Solidaritätszuschlag
Unterstützungszahlungen müssen, sofern nötig, nach Bedarf für Bereiche wie Infrastruktur und Bildung gezielt an Kommunen gegeben werden. Die Fehler kommunaler Misswirtschaft dürfen nicht durch die Bürger ausgebadet werden. Es ist aber nicht sinnvoll, pauschal ganze Bundesländer zu fördern. Auch hier muss mit Augenmaß und Bedacht vorgegangen werden.
Finanzverwaltung
Die Finanzverwaltung kann aufgrund der Vereinfachung der steuerlichen Regeln nach und nach entschlackt werden. Neueinstellungen sollen vorrangig in den Bereichen Betriebsprüfung und Steuerfahndung getätigt werden.
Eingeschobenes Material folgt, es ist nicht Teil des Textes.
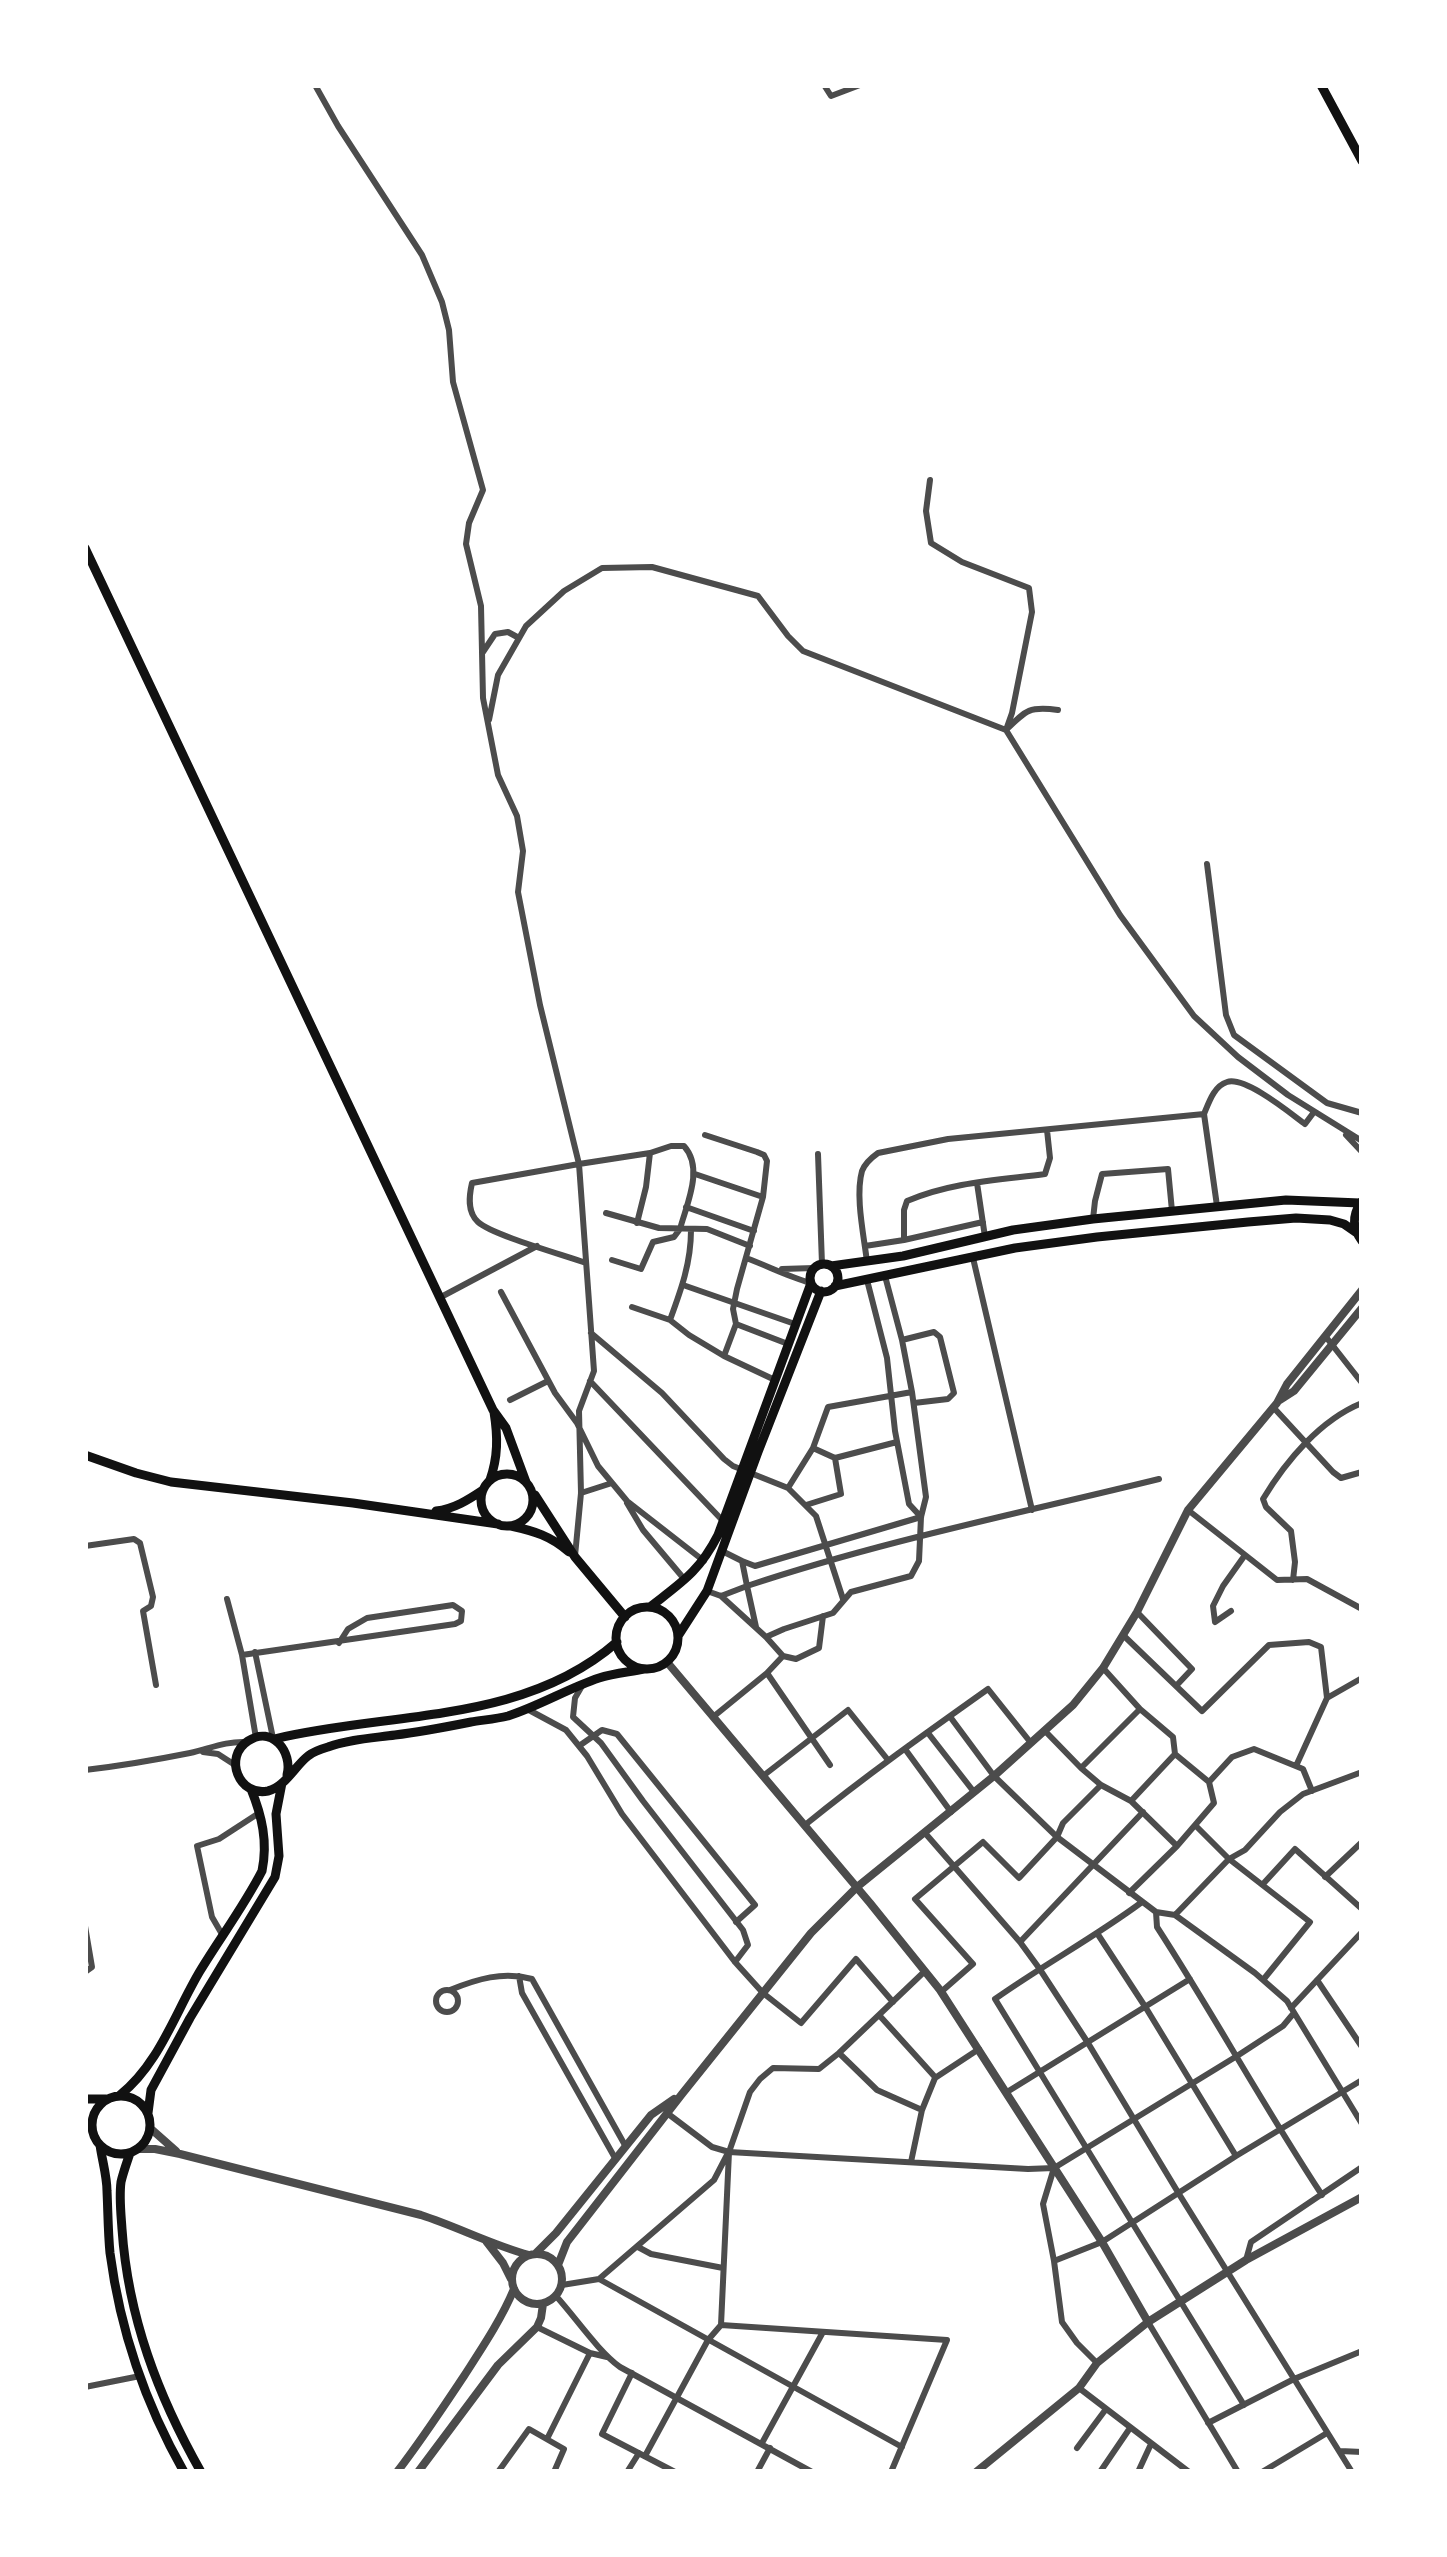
<!DOCTYPE html>
<html>
<head>
<meta charset="utf-8">
<style>
	body { margin:0 }
	#map { position:relative; width:1447px; height:2557px; overflow:hidden; background:#fff; font-family:"Work Sans",sans-serif }
	canvas { display:block }
	.frame { position:absolute; inset:0; border:88px solid #fff; pointer-events:none }
</style>
</head>
<body>
<div id="map">
<canvas width="1447" height="2557"></canvas>
<div class="frame"></div>
</div>
<script>
const context = document.querySelector('canvas').getContext('2d');
context.lineJoin = 'round';
function stroke(path, color, width, dash) { context.strokeStyle = color; context.lineWidth = width; context.lineCap = dash ? 'butt' : 'round'; context.setLineDash(dash || []); context.stroke(path); }
const minor = new Path2D(`
	M315,85L338,126L422,255L442,302L449,330L453,382L483,490L469,523L466,544L481,606L483,698L498,775L517,816L523,851L518,892L540,1005L579,1164L594,1371L579,1411L581,1493L575,1556
	M824,85L831,96L860,85
	M930,480L926,511L931,543L962,562L1029,588L1032,612L1012,713L1006,730
	M483,652L495,634L508,632L519,638
	M489,720L498,675L526,626L564,591L602,568L652,567L758,596L788,636L803,651L1006,730L1120,915L1194,1016L1238,1057L1288,1095L1362,1141
	M1007,729C1026,710 1030,706 1058,710
	M1207,864L1226,1015L1234,1035L1327,1103L1362,1113
	M1204,1114C1209,1102 1214,1086 1227,1082C1245,1076 1290,1113 1305,1124L1314,1112
	M1204,1114L1217,1206
	M705,1135L757,1152L764,1155L767,1161L763,1197L737,1289L733,1309L736,1324L724,1356
	M1346,1135L1362,1152
	M818,1154L822,1264
	M695,1174L763,1197
	M977,1183L985,1237
	M686,1207L754,1231
	M606,1213L659,1228L707,1229L750,1246
	M1093,1219L1095,1201L1102,1174L1168,1169L1172,1211
	M904,1240L983,1222
	M865,1246L904,1240V1210L907,1201C951,1182 999,1180 1045,1174L1050,1158L1047,1130
	M746,1258C768,1266 789,1277 811,1283
	M973,1258L1032,1510
	M612,1260L641,1269L653,1242L674,1237L680,1229C687,1203 704,1168 684,1146H671L650,1153
	M867,1262C864,1236 855,1196 862,1171C865,1163 871,1158 878,1153L948,1139L1204,1114
	M586,1263C564,1255 492,1235 478,1222C467,1212 469,1196 472,1183L579,1164L650,1153L646,1187L637,1223
	M782,1269L814,1268
	M867,1280L887,1358L895,1431L909,1504L921,1517
	M683,1285L795,1324
	M501,1292L555,1393L577,1423L598,1466L627,1501L704,1561
	M441,1297L537,1246
	M632,1307L670,1320L689,1335L724,1356L775,1380
	M670,1320C681,1290 691,1263 691,1230
	M736,1324L788,1344
	M591,1333L662,1393L724,1459L733,1466L788,1488L816,1516L843,1599
	M1326,1337L1362,1383
	M902,1340L934,1332L940,1337L954,1393L948,1399L914,1403
	M590,1381L723,1521
	M510,1400L548,1381
	M1273,1407L1333,1472L1341,1478L1362,1472
	M813,1448L835,1458L897,1442
	M788,1488L813,1448L828,1407L912,1392
	M581,1493L612,1483
	M627,1503L643,1530L685,1580
	M806,1505L841,1494L835,1458
	M1188,1510L1277,1580L1307,1579L1362,1609
	M85,1546L134,1539L140,1543L153,1597L151,1606L143,1611L156,1685
	M742,1561L755,1566L921,1517
	M1293,1580L1295,1562L1291,1531L1266,1507L1263,1499C1286,1461 1320,1420 1362,1403
	M707,1591L721,1596L747,1586L742,1561L722,1551
	M721,1596L766,1637L783,1656
	M227,1599L242,1655L256,1738
	M1231,1611L1215,1622L1213,1606L1223,1586L1245,1555
	M1137,1612L1192,1669L1176,1686
	M756,1627L747,1586C882,1541 1021,1513 1159,1479
	M1123,1635L1202,1711L1269,1645L1309,1642L1321,1647L1327,1698
	M766,1637L784,1629L833,1613L851,1592L911,1576L919,1561L921,1517L926,1497L912,1392L902,1340L885,1276
	M255,1652L273,1738
	M242,1655L455,1624L461,1621L462,1611L453,1605L367,1618L348,1629L339,1643
	M783,1656L796,1659L819,1648L823,1616
	M1103,1668L1140,1709L1173,1737L1175,1754L1209,1782
	M767,1673L830,1765
	M582,1686L575,1698L573,1717L601,1743L643,1801L743,1930L748,1945L735,1962
	M527,1709L566,1730L587,1756L622,1814L735,1962L763,1993L801,2023L856,1959L893,2002
	M713,1717L767,1673L783,1656
	M951,1718L994,1776L1057,1837L1156,1912L1157,1927C1214,2015 1264,2107 1322,2195
	M1045,1731L1081,1768L1101,1785L1131,1801L1177,1846
	M928,1733L974,1792
	M579,1746L602,1730L617,1734L755,1905L736,1922
	M905,1749L951,1812
	M203,1752L218,1754L235,1765
	M1296,1766L1327,1698L1362,1678
	M1081,1768L1140,1709
	M85,1770C120,1766 155,1760 190,1753C209,1749 225,1741 246,1742
	M763,1776L848,1710L888,1760
	M1131,1801L1175,1754
	M805,1825C864,1777 926,1733 988,1689L1031,1743
	M1195,1825L1229,1859L1310,1922L1263,1980
	M925,1833L1020,1942L1039,1968L1088,2043L1179,2194L1352,2472
	M1325,1877L1362,1842
	M1263,1884L1295,1849L1362,1909
	M1129,1893L1177,1846L1214,1803L1209,1782L1232,1757L1254,1749L1303,1769L1312,1791
	M1142,1902C1095,1937 1043,1965 995,1999L1244,2405
	M1156,1912L1175,1915L1255,1973L1287,2001L1362,2124
	M1175,1915L1229,1859L1245,1850L1280,1812L1303,1794L1362,1772
	M85,1926L92,1967L85,1972
	M1097,1933L1146,2008L1236,2156
	M223,1936L212,1917L197,1846L219,1839L259,1813
	M1020,1942L1143,1812
	M519,1976L522,1993L615,2158
	M1317,1980L1362,2047
	M450,1990C477,1979 503,1971 532,1979L626,2147
	M436 2001a11 11 0 1 1 22 0a11 11 0 1 1-22 0Z
	M941,1992L973,1964L915,1899L983,1842L1019,1878L1057,1837L1063,1823L1101,1785
	M1291,2008L1362,1932
	M879,2015L935,2077
	M839,2053L877,2090L922,2110
	M1007,2092L1190,1979
	M667,2113L712,2147L729,2152L1028,2169L1054,2168L1237,2056L1283,2026L1293,2014
	M911,2162L922,2110L935,2078L979,2049
	M1054,2168L1043,2204L1054,2261L1062,2322L1077,2343L1097,2363
	M638,2247L651,2254L723,2268
	M1246,2260L1251,2242L1362,2167
	M1054,2261L1102,2242L1236,2156L1362,2080
	M599,2279L902,2447
	M562,2285L599,2279L714,2180L728,2153
	M556,2296C576,2318 598,2351 620,2367L812,2472
	M1148,2322L1238,2472
	M721,2325L729,2152L750,2092L760,2079L773,2068L819,2069L839,2053L925,1971
	M721,2325L947,2340L891,2472
	M537,2327L590,2353L607,2357
	M632,2373L602,2434L675,2472
	M85,2387L140,2376
	M1079,2388L1189,2472
	M1208,2423L1294,2379L1362,2351
	M547,2439L590,2353
	M762,2443L823,2332
	M1077,2448L1106,2409
	M1340,2451L1362,2452
	M645,2456L708,2340L721,2325
	M498,2472L529,2429L564,2449L554,2472
	M627,2472L639,2453
	M757,2472L770,2448
	M1100,2472L1130,2428
	M1138,2472L1151,2444
	M1262,2472L1327,2433`);
const tertiary = new Path2D(`
	M1280,1400L1294,1391L1362,1308
	M667,1662L870,1903L940,1990L1102,2242L1148,2322
	M150,2128L176,2151
	M137,2149H155L180,2154L421,2215C458,2227 492,2245 529,2255
	M486,2241L503,2263L511,2279
	M512 2279a25 25 0 1 1 50 0a25 25 0 1 1-50 0Z
	M535,2254L556,2233L651,2115L674,2099
	M558,2265L567,2242L682,2094L811,1933L857,1887L994,1776L1073,1705L1103,1668L1137,1612L1188,1510L1277,1403L1287,1384L1362,1290
	M397,2472C421,2441 442,2409 464,2376C482,2348 501,2320 514,2289
	M418,2472L498,2365L537,2327L541,2318L543,2304
	M976,2472L1079,2388L1097,2363L1148,2322L1246,2260L1362,2197`);
const secondary = new Path2D(`
	M1321,85L1362,161
	M85,548L493,1410L506,1428L526,1482
	M1361,1202C1352,1216 1352,1228 1362,1241
	M810 1278a14 14 0 1 1 28 0a14 14 0 1 1-28 0Z
	M831,1266L903,1256L1013,1230L1093,1219L1286,1200L1360,1203
	M835,1286L1015,1248L1097,1237L1248,1222L1296,1218L1330,1220L1344,1224L1357,1233
	M85,1455L136,1473L171,1482L353,1503L498,1524
	M481 1500a26 26 0 1 1 52 0a26 26 0 1 1-52 0Z
	M490,1480C498,1457 498,1437 494,1412
	M535,1495L575,1557L625,1617
	M436,1511C454,1509 468,1500 483,1490
	M511,1526C534,1531 551,1536 569,1552
	M650,1607C682,1582 699,1572 718,1535L811,1283
	M616 1638a31 31 0 1 1 62 0a31 31 0 1 1-62 0Z
	M678,1636L707,1591L758,1452L821,1291
	M274,1739C389,1711 522,1725 617,1642
	M287,1775C293,1752 272,1725 248,1741C223,1757 239,1797 268,1791C285,1787 295,1766 308,1756C314,1751 321,1749 328,1747C350,1739 373,1738 395,1735C421,1732 446,1727 471,1722C483,1720 496,1719 508,1716C539,1706 569,1688 599,1678C614,1673 630,1672 644,1669
	M120,2095C159,2064 175,2013 200,1971C220,1938 244,1906 262,1871C268,1842 262,1816 251,1789
	M92 2125a29 29 0 1 1 58 0a29 29 0 1 1-58 0Z
	M85,2099H106
	M148,2113L151,2090L190,2018L275,1877L279,1856L276,1814L282,1783
	M100,2145C102,2160 107,2176 107,2191C108,2212 108,2232 110,2253C120,2329 146,2405 184,2472
	M130,2153C127,2162 123,2173 121,2182C119,2197 121,2214 122,2229C128,2317 158,2396 201,2472`);
stroke(minor, '#4c4c4c', 6);
stroke(tertiary, '#4c4c4c', 8);
stroke(secondary, '#111', 9);
</script>
</body>
</html>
Die Zahlerländer des Länderfinanzausgleichs stellen derzeit keine neuen Betriebsprüfer ein. Diese bringen zwar massive Mehreinnahmen, aber die fließen ohnehin über den Länderfinanzausgleich wieder ab. Die Personalkosten hingegen bleiben bei den Ländern. Demnach verzichtet man lieber auf Einnahmen. Steuern, die ein sogenanntes “praktisches Vollzugsdefizit” aufweisen, sind gesetzgeberisch abzuschaffen. Diese Praxis darf nicht weitergeführt werden.
Steuerstrafverfahren
Die Selbstanzeige bei Steuerhinterziehung ist beizubehalten. Opfer der Steuerhinterziehung ist die Staatskasse, die Hemmschwelle ist deshalb gering, weil keine direkte Beschädigung eines anderen Menschen vorgenommen wird. Steuerhinterziehung schadet der gesamten Gesellschaft, sie trifft aber kein direktes und identifizierbares Opfer. Das Interesse des Staats ist in erster Linie das Zurückerhalten des Geldes, nicht möglichst hohe Bestrafung. Schafft man die Selbstanzeige ab, bleibt der Staatssäckel leer und die Gefängnisse werden voll. Das nützt niemandem. Gerade mit dem hier vereinfachten Steuersystem wird aber Steuerhinterziehung erschwert. Wir setzen als Gegenmaßnahme aber auf mehr Fahnder um die bestehenden Gesetze durchzusetzen, als auf immer neue gesetzliche Regelungen.
Die Regelungen zur Steuerhinterziehung und schweren Steuerhinterziehung müssen vereinfacht und verdeutlicht werden. Eine klare Staffelung des Strafrahmens anhand hinterzogener Summe kann angedacht werden und würde Klarheit schaffen. Zusätzlich soll die nachzuzahlende Steuerschuld erhöht werden, beispielsweise auf 150 % der ursprünglich festgesetzten Steuer.